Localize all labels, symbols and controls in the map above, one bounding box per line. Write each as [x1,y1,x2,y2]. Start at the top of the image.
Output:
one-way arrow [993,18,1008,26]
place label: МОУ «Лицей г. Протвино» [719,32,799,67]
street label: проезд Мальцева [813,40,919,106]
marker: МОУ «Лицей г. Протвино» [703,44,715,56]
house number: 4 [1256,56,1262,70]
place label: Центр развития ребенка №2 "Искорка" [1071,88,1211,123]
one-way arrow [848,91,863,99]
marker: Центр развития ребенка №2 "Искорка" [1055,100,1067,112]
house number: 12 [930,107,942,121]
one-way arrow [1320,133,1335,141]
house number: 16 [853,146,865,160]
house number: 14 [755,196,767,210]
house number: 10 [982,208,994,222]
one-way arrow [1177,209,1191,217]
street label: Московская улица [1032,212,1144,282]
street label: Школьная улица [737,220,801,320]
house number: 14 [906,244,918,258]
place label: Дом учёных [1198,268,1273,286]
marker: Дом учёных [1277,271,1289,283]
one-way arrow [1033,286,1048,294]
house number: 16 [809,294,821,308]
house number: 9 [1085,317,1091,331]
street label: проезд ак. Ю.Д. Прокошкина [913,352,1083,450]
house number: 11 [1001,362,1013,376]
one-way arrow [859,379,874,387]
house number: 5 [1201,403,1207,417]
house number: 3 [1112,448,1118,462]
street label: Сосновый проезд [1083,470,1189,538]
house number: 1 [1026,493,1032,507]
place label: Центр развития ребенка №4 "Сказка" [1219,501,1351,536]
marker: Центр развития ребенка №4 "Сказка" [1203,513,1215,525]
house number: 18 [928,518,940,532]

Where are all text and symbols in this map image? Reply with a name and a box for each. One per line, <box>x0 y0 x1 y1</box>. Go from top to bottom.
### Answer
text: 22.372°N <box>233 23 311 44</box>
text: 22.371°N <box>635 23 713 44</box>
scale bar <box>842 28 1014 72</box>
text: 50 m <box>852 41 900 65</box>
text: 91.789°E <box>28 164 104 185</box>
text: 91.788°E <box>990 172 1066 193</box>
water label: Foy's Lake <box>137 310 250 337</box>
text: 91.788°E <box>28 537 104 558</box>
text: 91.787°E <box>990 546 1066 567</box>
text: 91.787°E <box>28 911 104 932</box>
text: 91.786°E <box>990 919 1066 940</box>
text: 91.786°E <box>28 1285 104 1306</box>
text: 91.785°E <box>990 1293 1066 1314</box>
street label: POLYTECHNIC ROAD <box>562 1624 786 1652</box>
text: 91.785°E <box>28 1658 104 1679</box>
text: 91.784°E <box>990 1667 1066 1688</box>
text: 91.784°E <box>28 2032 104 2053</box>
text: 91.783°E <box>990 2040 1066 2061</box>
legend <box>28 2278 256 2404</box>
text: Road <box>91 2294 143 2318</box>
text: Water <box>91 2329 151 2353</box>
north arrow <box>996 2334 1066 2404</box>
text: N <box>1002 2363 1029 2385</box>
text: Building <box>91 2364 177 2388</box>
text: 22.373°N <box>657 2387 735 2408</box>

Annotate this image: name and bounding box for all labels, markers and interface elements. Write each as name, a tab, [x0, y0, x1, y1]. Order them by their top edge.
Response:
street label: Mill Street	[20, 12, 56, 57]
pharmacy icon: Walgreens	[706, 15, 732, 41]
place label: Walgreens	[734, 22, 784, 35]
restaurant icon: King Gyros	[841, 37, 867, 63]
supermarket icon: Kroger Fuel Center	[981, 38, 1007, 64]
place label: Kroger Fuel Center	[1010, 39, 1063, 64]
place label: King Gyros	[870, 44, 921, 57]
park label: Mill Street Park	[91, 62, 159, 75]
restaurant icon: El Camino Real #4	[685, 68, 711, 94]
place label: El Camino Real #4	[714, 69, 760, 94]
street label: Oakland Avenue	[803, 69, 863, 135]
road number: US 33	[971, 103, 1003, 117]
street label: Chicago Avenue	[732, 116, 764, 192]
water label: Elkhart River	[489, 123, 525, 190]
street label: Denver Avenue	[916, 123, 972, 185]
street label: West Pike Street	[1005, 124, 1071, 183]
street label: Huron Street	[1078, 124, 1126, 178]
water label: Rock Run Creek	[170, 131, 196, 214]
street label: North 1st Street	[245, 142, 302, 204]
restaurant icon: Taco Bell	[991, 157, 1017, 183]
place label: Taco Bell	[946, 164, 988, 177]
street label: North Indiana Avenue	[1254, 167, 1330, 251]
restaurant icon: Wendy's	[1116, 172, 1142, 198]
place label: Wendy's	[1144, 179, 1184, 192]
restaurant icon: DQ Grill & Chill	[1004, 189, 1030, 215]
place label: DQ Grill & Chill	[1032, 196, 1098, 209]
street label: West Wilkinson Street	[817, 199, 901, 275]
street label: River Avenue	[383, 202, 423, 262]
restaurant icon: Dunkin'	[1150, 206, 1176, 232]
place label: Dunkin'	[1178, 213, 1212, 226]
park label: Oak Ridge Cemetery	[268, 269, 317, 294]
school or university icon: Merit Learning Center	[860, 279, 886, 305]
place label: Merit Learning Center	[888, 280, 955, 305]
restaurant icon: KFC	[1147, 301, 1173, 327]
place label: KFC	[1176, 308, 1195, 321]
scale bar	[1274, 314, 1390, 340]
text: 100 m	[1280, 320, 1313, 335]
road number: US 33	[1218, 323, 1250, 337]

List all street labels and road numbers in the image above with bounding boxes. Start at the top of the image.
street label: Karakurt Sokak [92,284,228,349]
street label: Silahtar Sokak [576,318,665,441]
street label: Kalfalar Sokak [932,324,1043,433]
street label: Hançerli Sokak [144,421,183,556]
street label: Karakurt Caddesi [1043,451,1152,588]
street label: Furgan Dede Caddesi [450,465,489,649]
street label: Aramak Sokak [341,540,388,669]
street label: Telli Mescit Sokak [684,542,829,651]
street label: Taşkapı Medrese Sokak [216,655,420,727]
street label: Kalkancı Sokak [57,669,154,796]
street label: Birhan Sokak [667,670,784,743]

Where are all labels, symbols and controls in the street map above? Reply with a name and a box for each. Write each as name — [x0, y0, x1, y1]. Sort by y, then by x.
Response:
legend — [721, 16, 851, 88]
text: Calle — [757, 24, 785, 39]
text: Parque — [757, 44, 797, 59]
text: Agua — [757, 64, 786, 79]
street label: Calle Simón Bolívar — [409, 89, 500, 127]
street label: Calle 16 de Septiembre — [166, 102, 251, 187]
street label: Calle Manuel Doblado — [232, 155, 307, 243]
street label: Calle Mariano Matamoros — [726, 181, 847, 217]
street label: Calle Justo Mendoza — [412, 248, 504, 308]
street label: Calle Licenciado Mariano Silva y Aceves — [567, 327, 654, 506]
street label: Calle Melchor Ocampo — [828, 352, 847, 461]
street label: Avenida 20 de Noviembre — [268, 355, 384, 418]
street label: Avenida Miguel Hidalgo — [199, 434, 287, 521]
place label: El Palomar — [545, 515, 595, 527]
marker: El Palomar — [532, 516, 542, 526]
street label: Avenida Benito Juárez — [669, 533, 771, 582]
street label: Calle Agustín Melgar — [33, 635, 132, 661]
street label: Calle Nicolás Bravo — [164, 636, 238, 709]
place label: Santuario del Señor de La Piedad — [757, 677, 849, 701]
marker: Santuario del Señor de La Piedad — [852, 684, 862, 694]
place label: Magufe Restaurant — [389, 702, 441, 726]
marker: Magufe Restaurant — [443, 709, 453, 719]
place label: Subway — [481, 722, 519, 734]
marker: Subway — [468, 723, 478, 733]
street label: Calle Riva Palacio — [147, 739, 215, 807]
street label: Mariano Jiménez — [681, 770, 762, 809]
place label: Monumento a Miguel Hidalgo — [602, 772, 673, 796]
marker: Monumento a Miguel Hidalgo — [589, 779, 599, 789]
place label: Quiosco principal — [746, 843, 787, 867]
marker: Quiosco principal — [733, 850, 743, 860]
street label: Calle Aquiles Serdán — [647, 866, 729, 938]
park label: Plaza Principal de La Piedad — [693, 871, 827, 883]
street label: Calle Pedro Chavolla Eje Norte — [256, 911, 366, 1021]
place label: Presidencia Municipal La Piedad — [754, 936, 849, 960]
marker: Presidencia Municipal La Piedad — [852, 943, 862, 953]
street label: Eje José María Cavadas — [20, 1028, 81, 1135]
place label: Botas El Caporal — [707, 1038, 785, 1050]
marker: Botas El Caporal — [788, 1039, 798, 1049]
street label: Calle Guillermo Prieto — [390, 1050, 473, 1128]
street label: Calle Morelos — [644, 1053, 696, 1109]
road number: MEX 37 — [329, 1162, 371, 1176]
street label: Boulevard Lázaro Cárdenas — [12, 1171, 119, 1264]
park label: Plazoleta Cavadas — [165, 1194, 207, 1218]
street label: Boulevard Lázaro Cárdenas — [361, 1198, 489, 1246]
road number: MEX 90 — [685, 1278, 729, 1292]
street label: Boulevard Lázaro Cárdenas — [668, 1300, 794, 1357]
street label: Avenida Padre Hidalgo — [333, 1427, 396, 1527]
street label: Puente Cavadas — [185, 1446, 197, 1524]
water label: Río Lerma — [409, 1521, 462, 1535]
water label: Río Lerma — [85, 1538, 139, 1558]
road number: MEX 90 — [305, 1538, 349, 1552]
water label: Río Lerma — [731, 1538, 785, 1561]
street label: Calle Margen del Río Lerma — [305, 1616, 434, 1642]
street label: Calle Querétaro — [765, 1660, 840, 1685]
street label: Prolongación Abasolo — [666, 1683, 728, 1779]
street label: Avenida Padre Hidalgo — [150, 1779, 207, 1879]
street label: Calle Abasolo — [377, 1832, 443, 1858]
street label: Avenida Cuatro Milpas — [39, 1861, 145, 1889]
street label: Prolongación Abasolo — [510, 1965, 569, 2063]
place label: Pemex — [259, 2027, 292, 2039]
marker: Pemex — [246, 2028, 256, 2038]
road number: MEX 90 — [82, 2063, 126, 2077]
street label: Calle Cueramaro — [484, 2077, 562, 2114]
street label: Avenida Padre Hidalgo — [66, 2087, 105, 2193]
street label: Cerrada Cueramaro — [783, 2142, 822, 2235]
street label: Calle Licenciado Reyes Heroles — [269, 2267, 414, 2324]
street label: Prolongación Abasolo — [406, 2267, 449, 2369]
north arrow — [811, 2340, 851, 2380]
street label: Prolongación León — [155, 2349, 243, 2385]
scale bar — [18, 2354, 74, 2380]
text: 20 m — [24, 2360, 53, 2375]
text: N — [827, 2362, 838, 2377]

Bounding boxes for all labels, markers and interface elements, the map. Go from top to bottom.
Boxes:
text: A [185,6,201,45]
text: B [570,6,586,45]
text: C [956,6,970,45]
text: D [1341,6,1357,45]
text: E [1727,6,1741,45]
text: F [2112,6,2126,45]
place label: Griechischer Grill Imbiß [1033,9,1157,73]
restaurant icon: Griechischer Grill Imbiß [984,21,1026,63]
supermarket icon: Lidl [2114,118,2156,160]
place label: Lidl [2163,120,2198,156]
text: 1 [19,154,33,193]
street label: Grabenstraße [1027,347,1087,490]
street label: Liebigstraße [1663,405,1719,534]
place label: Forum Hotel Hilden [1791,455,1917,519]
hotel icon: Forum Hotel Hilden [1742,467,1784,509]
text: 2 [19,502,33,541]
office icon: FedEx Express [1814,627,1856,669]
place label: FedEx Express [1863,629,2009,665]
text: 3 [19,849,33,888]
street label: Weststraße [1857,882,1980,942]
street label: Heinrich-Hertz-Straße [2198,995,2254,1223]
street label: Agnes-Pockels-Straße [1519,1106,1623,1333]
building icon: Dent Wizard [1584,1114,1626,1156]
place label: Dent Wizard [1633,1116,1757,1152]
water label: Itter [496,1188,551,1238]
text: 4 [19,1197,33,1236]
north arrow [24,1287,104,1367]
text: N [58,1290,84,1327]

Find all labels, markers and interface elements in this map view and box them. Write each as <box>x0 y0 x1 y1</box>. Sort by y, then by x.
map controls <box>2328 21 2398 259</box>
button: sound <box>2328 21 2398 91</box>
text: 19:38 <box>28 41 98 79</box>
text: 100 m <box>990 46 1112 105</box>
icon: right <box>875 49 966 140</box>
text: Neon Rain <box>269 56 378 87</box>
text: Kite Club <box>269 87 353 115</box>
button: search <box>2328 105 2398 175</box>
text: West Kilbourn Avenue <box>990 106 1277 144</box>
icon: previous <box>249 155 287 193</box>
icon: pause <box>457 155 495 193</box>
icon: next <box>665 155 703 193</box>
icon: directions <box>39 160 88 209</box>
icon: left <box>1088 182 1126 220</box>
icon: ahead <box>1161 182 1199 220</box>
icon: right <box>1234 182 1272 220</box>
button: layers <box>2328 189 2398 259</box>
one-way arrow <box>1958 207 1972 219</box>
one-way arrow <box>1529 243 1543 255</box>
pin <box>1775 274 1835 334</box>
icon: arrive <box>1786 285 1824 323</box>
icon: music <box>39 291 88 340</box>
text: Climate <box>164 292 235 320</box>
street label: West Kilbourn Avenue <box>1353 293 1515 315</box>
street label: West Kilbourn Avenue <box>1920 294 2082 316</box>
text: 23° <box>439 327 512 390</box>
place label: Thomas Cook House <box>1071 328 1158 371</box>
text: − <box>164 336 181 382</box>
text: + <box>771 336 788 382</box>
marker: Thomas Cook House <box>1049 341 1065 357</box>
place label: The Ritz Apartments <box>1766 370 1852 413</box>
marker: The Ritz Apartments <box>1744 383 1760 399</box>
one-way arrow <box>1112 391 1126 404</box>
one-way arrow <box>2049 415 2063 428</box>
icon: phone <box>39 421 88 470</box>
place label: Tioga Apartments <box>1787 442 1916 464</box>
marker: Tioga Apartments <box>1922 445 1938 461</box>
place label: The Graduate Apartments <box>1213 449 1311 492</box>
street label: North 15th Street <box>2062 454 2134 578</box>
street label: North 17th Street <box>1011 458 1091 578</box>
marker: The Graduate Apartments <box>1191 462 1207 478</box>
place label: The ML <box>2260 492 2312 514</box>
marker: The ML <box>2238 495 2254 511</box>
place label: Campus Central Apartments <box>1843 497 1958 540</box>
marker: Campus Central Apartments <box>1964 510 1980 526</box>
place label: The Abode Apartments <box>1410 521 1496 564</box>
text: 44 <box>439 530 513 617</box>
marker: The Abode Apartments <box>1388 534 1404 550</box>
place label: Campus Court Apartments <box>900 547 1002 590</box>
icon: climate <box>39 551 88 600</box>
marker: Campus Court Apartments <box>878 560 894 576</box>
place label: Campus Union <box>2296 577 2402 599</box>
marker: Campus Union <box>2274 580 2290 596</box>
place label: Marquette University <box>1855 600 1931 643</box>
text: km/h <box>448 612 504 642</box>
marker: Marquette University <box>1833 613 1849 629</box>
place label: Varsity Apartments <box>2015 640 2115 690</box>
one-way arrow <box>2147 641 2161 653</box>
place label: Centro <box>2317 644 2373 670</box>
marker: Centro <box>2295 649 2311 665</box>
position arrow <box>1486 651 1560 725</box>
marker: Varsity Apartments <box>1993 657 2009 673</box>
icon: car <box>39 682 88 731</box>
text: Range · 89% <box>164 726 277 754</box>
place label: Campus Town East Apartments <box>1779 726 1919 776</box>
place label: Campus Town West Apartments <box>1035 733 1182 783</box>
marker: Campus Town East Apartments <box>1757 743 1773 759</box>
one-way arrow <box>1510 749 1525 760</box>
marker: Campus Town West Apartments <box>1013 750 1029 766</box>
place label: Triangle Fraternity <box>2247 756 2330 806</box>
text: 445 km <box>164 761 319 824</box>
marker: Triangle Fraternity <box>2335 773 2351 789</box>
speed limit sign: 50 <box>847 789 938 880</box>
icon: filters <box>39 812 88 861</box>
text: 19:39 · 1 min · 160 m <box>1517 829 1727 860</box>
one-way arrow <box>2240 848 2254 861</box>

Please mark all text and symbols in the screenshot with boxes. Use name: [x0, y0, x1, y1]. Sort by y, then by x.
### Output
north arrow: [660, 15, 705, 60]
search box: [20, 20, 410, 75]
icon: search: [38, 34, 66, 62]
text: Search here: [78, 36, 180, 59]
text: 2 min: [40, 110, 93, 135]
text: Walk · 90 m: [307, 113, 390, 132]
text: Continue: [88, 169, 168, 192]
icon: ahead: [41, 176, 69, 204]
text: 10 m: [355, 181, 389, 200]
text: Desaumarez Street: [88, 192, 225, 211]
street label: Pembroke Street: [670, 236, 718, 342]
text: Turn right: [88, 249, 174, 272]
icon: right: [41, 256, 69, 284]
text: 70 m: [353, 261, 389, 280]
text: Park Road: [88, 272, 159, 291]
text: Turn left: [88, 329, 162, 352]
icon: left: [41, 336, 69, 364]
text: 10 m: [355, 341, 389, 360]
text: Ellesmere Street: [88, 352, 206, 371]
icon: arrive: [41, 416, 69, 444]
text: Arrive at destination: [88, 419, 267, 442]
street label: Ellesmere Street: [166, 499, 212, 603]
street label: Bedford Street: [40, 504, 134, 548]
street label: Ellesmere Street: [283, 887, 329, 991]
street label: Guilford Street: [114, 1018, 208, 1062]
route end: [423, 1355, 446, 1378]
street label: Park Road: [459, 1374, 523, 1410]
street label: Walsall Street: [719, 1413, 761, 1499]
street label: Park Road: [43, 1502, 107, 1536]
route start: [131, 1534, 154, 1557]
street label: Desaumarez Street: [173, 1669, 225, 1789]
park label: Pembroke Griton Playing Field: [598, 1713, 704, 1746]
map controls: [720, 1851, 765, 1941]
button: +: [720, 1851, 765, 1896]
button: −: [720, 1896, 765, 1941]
##############################
■ WHAT IS BEING ASKED
Wherever the string "Reply" appears in a line above, copy that line.

■ WRITTEN RESPONSE
Where are all text and symbols in this map image? Reply with a name and a box for each. One per line, <box>x0 y0 x1 y1</box>. Go from top to bottom.
Where are all labels, symbols and controls in the street map above? Reply with a name and a box for each. Write each as name — [x0, y0, x1, y1]. Sort by y, then by x.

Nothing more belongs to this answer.